After trying out the demo, the decision was made. The interface is clean and resembles a lot to Medium, putting the focus on the content.

As such, I've decided to explore how I could integrate a Ghost blog in my existing Phoenix application.

The subdomain vs directory debate

Here is what I mean by subdomain vs directory:

The easiest option by far would be to create the blog on a subdomain, and handle the blog as a stand alone application with its own DNS entries.

There is a dilemma with this approach however: it has been shown that the subdomain approach is worse for SEO.

I won't enter into too much detail here, but here is a quick TL;DR:

Backlinks going to the root domain don't improve the SEO profile of the subdomain and vice-versa. When using a directory, backlinks to my tools and blog improve the SEO profile of the whole website by impacting domain authority etc.

If you google "subdomain vs directory", you'll find hundreds of articles and studies on the subject.

Okay, so how do we integrate Ghost as a route in the Phoenix router? Do we somehow run Javascript in Elixir?

I mean, there probably is a way to make this work. But there is a much easier solution! What if we used the subdomain hosting solution and proxied the requests through?

Installing & hosting Ghost

Since I am already hosting my Elixir application with Render (and really liking it!), I decided to stick with them for the Ghost install. Which turned out to be an excellent choice since they have an incredibly simple guide on how to do it. making hosting a breeze

All I needed to do is fork a repository that they provide, create a new web service in the render admin panel and select the forked Github project.

Just like that, I had my Ghost blog up and running. I didn't even need to create the subdomain as render creates subdomains out of the box. They look something like this: [application name][slug], which works just fine in this situation.

To login into the Ghost admin panel, simply navigate to /ghost.

After creating a few test pages and uploading a few images, I decided to get started on the reverse proxy.

Reverse proxy

We're in luck, the concept of Plugs used in the Elixir world is perfect for this. There is a package called reverse proxy plug which does the heavy lifting for us.

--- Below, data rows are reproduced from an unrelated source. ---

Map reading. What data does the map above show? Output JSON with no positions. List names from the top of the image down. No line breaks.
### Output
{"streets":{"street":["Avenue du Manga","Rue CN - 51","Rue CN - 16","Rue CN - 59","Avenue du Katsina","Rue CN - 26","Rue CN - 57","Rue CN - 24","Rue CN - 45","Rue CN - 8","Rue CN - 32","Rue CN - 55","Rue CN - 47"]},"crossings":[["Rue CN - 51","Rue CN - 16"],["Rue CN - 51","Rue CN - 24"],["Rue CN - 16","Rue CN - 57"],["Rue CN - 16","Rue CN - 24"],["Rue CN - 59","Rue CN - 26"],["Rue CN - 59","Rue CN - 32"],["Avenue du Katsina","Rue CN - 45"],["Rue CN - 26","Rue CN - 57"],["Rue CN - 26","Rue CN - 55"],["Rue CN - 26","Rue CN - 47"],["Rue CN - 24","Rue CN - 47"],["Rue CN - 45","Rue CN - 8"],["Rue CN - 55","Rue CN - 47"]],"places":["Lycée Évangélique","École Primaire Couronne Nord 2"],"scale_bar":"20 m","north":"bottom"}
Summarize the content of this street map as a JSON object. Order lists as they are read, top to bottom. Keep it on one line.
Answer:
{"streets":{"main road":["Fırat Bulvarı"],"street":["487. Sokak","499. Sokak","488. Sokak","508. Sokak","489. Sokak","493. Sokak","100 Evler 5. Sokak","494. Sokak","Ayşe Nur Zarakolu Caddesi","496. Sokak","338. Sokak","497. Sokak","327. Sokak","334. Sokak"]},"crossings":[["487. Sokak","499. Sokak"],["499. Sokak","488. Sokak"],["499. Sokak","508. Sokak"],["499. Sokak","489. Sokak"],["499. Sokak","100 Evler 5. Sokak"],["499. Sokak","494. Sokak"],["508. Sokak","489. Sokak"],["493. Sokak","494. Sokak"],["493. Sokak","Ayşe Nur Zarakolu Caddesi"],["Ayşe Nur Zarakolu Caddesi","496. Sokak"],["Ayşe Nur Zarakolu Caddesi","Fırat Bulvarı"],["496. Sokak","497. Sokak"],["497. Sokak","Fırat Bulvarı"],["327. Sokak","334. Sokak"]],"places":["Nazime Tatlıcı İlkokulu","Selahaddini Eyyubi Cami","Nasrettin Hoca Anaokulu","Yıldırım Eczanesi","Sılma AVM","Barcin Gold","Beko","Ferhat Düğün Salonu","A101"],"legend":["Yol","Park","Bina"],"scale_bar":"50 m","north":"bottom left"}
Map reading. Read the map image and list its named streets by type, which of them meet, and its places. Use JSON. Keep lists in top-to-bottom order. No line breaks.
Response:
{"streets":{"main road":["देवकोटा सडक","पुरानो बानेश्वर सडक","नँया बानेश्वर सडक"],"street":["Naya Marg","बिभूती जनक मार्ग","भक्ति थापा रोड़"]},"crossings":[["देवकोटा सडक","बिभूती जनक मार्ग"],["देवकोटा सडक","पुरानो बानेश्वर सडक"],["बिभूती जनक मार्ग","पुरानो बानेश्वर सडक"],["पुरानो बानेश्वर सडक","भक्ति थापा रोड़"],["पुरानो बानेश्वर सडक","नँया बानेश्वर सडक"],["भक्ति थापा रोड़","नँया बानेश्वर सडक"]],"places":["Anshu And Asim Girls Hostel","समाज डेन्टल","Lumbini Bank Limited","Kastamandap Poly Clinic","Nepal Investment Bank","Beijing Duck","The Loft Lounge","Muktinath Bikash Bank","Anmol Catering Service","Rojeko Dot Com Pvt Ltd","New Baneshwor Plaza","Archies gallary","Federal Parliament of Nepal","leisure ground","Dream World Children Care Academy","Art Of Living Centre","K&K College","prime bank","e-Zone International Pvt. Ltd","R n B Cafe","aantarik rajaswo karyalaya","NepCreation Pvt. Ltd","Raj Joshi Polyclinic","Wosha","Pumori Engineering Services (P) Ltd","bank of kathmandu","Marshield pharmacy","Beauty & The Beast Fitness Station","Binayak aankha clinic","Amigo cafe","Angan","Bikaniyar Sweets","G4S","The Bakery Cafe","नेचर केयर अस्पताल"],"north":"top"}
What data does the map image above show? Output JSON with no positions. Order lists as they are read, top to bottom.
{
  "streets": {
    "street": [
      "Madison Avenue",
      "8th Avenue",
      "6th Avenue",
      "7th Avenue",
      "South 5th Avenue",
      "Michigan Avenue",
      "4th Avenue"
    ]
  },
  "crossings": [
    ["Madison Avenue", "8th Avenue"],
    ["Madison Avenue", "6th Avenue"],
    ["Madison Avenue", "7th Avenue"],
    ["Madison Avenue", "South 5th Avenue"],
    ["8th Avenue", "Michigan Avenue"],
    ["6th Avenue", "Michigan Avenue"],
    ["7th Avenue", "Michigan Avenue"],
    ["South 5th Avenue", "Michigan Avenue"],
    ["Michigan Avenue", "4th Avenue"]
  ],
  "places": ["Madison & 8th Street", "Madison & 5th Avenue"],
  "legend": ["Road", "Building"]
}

Let's install the package and get to work!

{:reverse_proxy_plug, "~> 1.2.1"}

By default, Phoenix adds a parser plug into our endpoint plug pipeline, as it assumes that we want to run it for every request. This is however not the case here, as we don't want to run it for our reverse proxy.

As such, we'll move the following code from the Endpoint.ex file to the router's :browser pipeline.

plug Plug.Parsers,
  parsers: [:urlencoded, :multipart, :json],
  pass: ["*/*"],
  json_decoder: Phoenix.json_library()

Next, we will add the reverse proxy to our router:

forward("/blog", ReverseProxyPlug, upstream: "")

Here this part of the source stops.